Il primo step prevede che ogni azienda zootecnica che partecipa al distretto proceda a stimare il proprio impatto emissivo attraverso un'analisi del ciclo di vita (Life CycleAssessment o LCA), che può essere determinata mediante compilazione di un questionario speditivo disponibile online. In tal modo, è possibile determinare le emissioni generate dalla produzione zootecnica di tutto il distretto. Prima di poter valutare le possibili azioni di compensazione che contribuiscano alla riduzione o azzeramento delle emissioni nette del distretto, la stessa azienda dovrà dimostrare di impegnarsi, o essersi già impegnata, in azioni finalizzate ad evitare e ridurre parte delle proprie emissioni. Solo dopo aver dimostrato tale impegno di riduzione, si potranno attuare (secondo step) all'interno del distretto le attività ammissibili di gestione sostenibile per la compensazione degli impatti emissivi delle aziende coinvolte. 

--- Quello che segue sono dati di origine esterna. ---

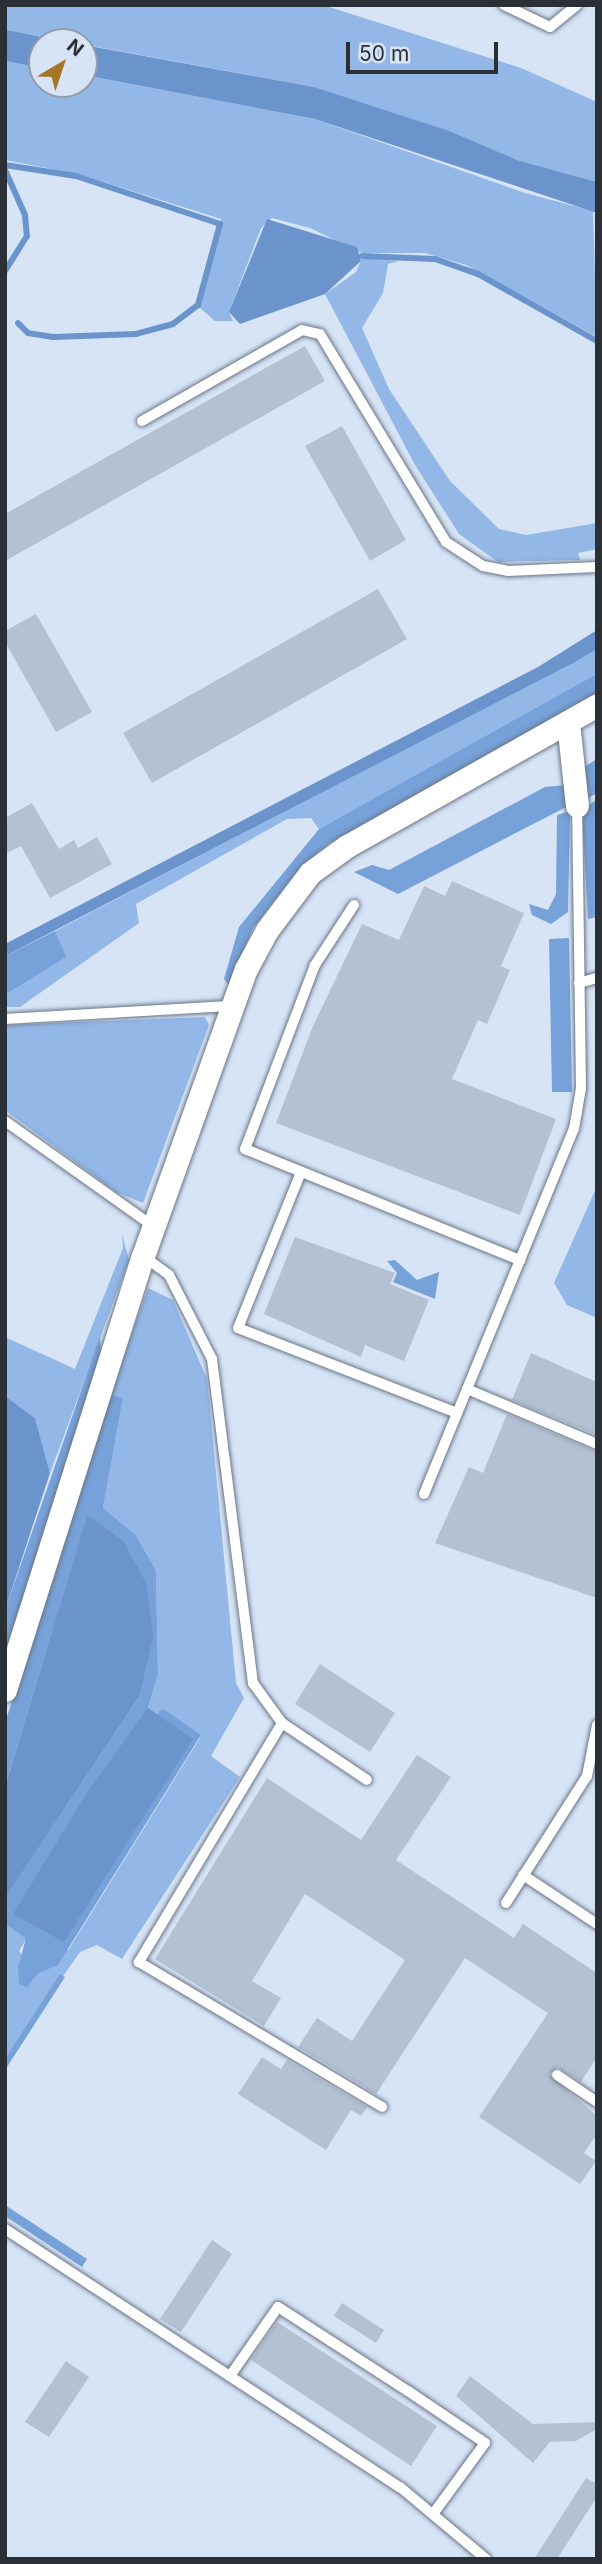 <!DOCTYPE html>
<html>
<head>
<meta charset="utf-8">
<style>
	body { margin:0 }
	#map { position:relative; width:602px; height:2564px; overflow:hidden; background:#d6e4f6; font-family:Inter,sans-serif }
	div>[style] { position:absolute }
	.green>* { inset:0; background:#93b7e7 }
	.forest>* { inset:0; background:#77a1d9 }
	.water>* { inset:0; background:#6a94cb }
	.stream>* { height:6px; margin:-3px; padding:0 3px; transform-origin:3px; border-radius:3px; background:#6a94cb }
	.building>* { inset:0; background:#b4c1d3 }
	.roads { filter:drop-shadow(0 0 2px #697586) drop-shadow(0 0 2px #697586) }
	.lane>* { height:10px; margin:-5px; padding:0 5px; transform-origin:5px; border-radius:5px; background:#fff }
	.street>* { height:23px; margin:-11.5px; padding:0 11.5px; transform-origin:11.5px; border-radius:11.5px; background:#fff }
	span { translate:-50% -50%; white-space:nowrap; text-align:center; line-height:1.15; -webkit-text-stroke:5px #d6e4f6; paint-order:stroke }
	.frame { position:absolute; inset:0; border:7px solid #2b3037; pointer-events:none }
	.north { position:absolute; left:28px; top:28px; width:70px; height:70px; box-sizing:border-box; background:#d6e4f6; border:2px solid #929caa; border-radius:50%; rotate:39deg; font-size:19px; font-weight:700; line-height:28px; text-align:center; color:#2b3037 }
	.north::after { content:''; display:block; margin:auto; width:24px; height:32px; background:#a57529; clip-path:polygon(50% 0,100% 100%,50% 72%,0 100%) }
	.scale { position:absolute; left:346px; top:42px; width:152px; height:32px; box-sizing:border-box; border:4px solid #2b3037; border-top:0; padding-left:9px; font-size:21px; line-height:24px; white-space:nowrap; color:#2b3037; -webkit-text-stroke:5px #d6e4f6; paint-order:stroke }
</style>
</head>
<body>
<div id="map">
	<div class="green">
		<i style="clip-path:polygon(5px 5px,323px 5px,521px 68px,597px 102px,597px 182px,517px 160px,314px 87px,5px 30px)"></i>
		<i style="clip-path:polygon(5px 61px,42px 68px,42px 84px,84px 84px,84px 75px,315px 119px,525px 193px,593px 211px,597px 337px,466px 265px,425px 253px,362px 253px,310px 228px,272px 218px,261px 228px,229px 312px,233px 321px,215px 321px,200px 308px,221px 219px,78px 174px,5px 160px)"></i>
		<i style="clip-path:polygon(362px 258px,399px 261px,388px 264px,383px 293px,362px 328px,389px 389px,450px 481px,499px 529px,526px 535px,597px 523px,597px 549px,578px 553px,580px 560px,498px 562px,459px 534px,415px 465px,325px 294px,356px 272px)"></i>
		<i style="clip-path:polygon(597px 649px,597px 674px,588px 680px,319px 829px,311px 818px,287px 819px,136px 904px,139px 923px,20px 1007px,5px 1007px,5px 995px,65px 957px,55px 931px)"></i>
		<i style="clip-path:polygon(205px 1017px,209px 1025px,143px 1203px,116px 1192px,5px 1110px,5px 1025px)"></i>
		<i style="clip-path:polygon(597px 1186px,597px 1318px,567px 1305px,554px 1283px)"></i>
		<i style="clip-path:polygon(122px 1234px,129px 1260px,50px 1473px,35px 1418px,5px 1396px,5px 1337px,75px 1369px,123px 1248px)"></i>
		<i style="clip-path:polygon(148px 1288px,173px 1300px,207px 1379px,236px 1683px,244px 1698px,211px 1756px,240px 1777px,122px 1959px,97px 1945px,80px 1952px,5px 2059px,5px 1924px,27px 1938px,19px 1951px,38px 1973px,69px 1949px,200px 1738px,162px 1708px,157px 1714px,148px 1708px,158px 1674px,156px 1570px,135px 1534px,103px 1508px,123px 1398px,110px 1394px)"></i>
	</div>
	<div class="forest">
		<i style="clip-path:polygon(597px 674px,597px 694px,330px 843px,302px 865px,253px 928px,229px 985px,224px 979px,239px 927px,319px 829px)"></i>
		<i style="clip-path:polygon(597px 759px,597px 793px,583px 801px,581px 769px)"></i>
		<i style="clip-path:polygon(566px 785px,570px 805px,398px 894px,354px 872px,372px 865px,389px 870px,545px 787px)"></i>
		<i style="clip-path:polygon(597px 799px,597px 917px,588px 919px,582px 811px)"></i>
		<i style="clip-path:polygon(570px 811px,568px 912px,551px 924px,532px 915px,529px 904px,548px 910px,556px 894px,557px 815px)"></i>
		<i style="clip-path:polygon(55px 931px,66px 957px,5px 995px,5px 956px)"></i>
		<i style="clip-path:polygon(569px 938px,572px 1092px,552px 1092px,549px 939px)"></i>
		<i style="clip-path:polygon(395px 1260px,417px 1280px,439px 1272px,435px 1299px,393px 1282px,397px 1273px,387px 1261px)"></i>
		<i style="clip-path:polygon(100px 1336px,101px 1357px,5px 1652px,5px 1610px)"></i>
		<i style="clip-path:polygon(110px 1394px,123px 1398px,103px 1508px,135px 1534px,156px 1570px,158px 1674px,148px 1708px,157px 1714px,162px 1708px,201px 1735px,58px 1965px,38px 1973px,27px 1987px,19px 1984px,18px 1968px,26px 1938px,5px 1924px,5px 1899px,139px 1697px,146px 1581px,124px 1541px,87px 1516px,5px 1787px,5px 1723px)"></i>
		<i style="clip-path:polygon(60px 1974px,65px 1977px,5px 2070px,5px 2059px)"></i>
		<i style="clip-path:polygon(5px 2205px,87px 2259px,82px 2267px,5px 2216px)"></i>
	</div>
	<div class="water">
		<i style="clip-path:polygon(5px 30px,12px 31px,67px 42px,42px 42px,42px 68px,5px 61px)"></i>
		<i style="clip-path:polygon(84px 45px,314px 87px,449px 131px,517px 160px,597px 182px,597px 213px,315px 119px,84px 75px)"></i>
		<i style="clip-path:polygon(267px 219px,357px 247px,361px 261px,325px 294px,240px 324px,229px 312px)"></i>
		<i style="clip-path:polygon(597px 630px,597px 649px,573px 663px,5px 956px,5px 944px,538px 667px)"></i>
		<i style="clip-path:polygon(5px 1396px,35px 1418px,50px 1473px,5px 1610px)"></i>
		<i style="clip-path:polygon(87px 1515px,124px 1541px,146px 1581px,153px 1637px,139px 1697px,5px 1899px,5px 1787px)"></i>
		<i style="clip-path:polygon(148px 1708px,193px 1739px,64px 1942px,13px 1914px,88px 1791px)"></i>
	</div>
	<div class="stream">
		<i style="left:5px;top:165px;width:72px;rotate:8.8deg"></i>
		<i style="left:76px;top:176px;width:152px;rotate:18.4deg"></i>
		<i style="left:220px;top:224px;width:84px;rotate:105.2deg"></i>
		<i style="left:198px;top:305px;width:31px;rotate:143deg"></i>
		<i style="left:173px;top:324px;width:38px;rotate:165deg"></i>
		<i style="left:136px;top:334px;width:83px;rotate:177.9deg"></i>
		<i style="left:53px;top:337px;width:25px;rotate:-171deg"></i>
		<i style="left:28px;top:333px;width:14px;rotate:-135deg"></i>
		<i style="left:5px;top:170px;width:49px;rotate:66deg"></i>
		<i style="left:25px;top:215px;width:21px;rotate:85deg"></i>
		<i style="left:27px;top:236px;width:41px;rotate:122.2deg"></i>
		<i style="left:362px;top:256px;width:73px;rotate:2.4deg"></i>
		<i style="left:435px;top:259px;width:46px;rotate:19.2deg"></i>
		<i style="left:478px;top:274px;width:137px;rotate:29.4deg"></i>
	</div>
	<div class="building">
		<i style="clip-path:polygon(305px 346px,325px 381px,5px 561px,5px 514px)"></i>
		<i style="clip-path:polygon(342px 426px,406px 540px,370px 561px,305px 446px)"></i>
		<i style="clip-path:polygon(378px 589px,407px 639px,152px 783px,123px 733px)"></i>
		<i style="clip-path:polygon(36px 614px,92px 712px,56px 732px,5px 642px,5px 631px)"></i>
		<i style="clip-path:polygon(32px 803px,59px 849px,74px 840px,78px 848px,97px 837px,112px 864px,50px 898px,21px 846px,5px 854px,5px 818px)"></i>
		<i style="clip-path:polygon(452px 881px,524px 913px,501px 966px,510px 970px,487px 1024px,478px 1020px,452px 1079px,556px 1119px,520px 1215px,276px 1123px,313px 1026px,362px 924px,399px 940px,424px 886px,445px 896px)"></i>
		<i style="clip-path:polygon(295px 1237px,395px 1273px,390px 1284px,429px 1300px,404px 1361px,365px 1345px,361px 1357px,264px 1314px)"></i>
		<i style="clip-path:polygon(531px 1353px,597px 1382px,597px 1435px,512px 1400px)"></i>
		<i style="clip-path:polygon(507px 1414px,597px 1452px,597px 1598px,435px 1543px,469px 1467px,483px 1473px)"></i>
		<i style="clip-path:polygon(320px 1664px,395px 1713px,370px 1752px,295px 1704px)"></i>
		<i style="clip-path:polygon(417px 1755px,451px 1777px,396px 1860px,514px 1938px,523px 1924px,597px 1973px,597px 2057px,581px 2082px,558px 2067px,549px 2074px,597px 2116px,597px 2134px,584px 2153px,596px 2161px,580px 2184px,479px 2117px,548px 2013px,465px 1958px,376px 2094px,298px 2047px,317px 2018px,352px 2041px,405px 1960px,305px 1894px,252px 1981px,281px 1998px,264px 2026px,155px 1959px,267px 1778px,361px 1840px)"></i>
		<i style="clip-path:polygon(262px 2057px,281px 2069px,287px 2060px,367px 2107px,361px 2116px,351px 2110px,326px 2150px,238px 2094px)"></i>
		<i style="clip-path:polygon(212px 2240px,232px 2254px,181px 2332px,160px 2319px)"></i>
		<i style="clip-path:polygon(342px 2303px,384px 2330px,376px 2343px,334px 2316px)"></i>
		<i style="clip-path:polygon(277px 2322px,437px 2426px,411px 2466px,251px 2360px)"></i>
		<i style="clip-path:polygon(66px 2361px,89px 2377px,49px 2437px,25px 2422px)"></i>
		<i style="clip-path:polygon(470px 2376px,533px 2424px,597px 2422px,597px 2429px,576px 2441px,550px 2442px,533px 2463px,456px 2396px)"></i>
		<i style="clip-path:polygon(586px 2478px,597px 2484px,597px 2497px,557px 2559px,534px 2559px)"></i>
	</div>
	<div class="roads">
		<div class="lane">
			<i style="left:504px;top:5px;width:51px;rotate:25.6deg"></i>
			<i style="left:550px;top:27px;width:35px;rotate:-39deg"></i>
			<i style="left:142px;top:421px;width:184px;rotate:-29.6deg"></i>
			<i style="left:302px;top:330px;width:18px;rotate:13deg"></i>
			<i style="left:320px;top:334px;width:243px;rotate:58.8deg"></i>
			<i style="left:446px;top:542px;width:44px;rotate:33deg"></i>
			<i style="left:483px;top:566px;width:25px;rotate:11deg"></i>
			<i style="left:508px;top:571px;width:89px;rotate:-2.6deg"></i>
			<i style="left:354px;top:905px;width:72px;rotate:123deg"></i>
			<i style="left:315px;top:965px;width:197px;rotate:110.8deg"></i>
			<i style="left:245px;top:1149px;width:297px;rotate:22deg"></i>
			<i style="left:579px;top:983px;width:19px;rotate:-16deg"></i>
			<i style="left:5px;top:1019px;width:228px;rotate:-3.3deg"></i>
			<i style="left:5px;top:1121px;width:183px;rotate:35.4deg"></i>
			<i style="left:301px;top:1172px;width:168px;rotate:112deg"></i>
			<i style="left:238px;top:1328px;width:235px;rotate:21.2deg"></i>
			<i style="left:143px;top:1256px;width:32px;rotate:36deg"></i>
			<i style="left:169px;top:1275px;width:94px;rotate:62.9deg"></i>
			<i style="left:212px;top:1359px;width:327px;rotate:82.8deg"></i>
			<i style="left:253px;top:1683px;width:49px;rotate:54.1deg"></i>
			<i style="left:282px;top:1723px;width:102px;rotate:33.8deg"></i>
			<i style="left:467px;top:1389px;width:141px;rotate:22.9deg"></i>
			<i style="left:424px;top:1494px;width:395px;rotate:-67.7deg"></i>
			<i style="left:574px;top:1129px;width:42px;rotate:-80.3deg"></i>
			<i style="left:581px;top:1088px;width:282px;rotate:-90.8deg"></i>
			<i style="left:282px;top:1723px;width:279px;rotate:120.9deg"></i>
			<i style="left:139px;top:1962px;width:283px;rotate:30.8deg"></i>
			<i style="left:523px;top:1875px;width:89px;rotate:33.5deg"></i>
			<i style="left:506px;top:1903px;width:151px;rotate:-57.5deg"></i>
			<i style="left:587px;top:1776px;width:52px;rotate:-78.9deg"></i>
			<i style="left:557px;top:2075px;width:48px;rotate:34deg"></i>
			<i style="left:5px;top:2229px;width:472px;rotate:33.2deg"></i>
			<i style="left:400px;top:2487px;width:112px;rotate:39.9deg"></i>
			<i style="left:230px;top:2376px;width:84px;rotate:-55.2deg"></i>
			<i style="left:278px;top:2307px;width:155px;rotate:32.9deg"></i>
			<i style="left:408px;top:2391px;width:93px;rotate:34deg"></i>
			<i style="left:485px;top:2443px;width:88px;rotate:126.2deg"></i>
		</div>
		<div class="street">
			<i style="left:568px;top:722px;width:84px;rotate:83.9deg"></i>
			<i style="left:5px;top:1690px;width:455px;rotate:-72.4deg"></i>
			<i style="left:143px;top:1256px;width:305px;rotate:-70.3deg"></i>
			<i style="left:246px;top:969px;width:44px;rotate:-61.7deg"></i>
			<i style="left:267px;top:930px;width:71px;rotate:-53deg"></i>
			<i style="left:310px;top:873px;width:46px;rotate:-36.1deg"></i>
			<i style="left:347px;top:846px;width:287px;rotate:-29.4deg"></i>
		</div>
	</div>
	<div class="frame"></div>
	<div class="north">N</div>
	<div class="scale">50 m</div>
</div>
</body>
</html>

I distretti che intendono aderire al meccanismo proposto devono rispettare le regole delineate nelle sue linee guida di attuazione, identificando chiaramente tutti gli attori che sono coinvolti e attuando tutti gli strumenti necessari per definire una governance territoriale, che presieda alla corretta realizzazione del meccanismo all'interno del distretto stesso.

 
 

Note

  • [1] Secondo i dati del National Inventory Report 2020 (NIR) di Ispra, il settore agricoltura, come definito nell'inventario, pesa per il 7,1% sulle emissioni totali nazionali, collocandosi al terzo posto in termini di contributo emissivo dopo il settore energetico (80,5%) e quello industriale (8,1%). Il dato non tiene conto degli assorbimenti netti legati al settore LULUCF (land use, land use change e forestry), all'interno del quale vengono contabilizzati i contributi delle terre agricole, dei pascoli e delle foreste, che più che compensano le emissioni del settore agricoltura.
  • [2] Per crediti di sostenibilità, si intende il risultato di un'azione finalizzata a tutelare i servizi ecosistemici, tra cui la mitigazione dei cambiamenti climatici in termini di riduzione delle emissioni di gas serra o assorbimenti, di cui la tonnellata di CO2eq (o credito di carbonio) è un indicatore quantitativo.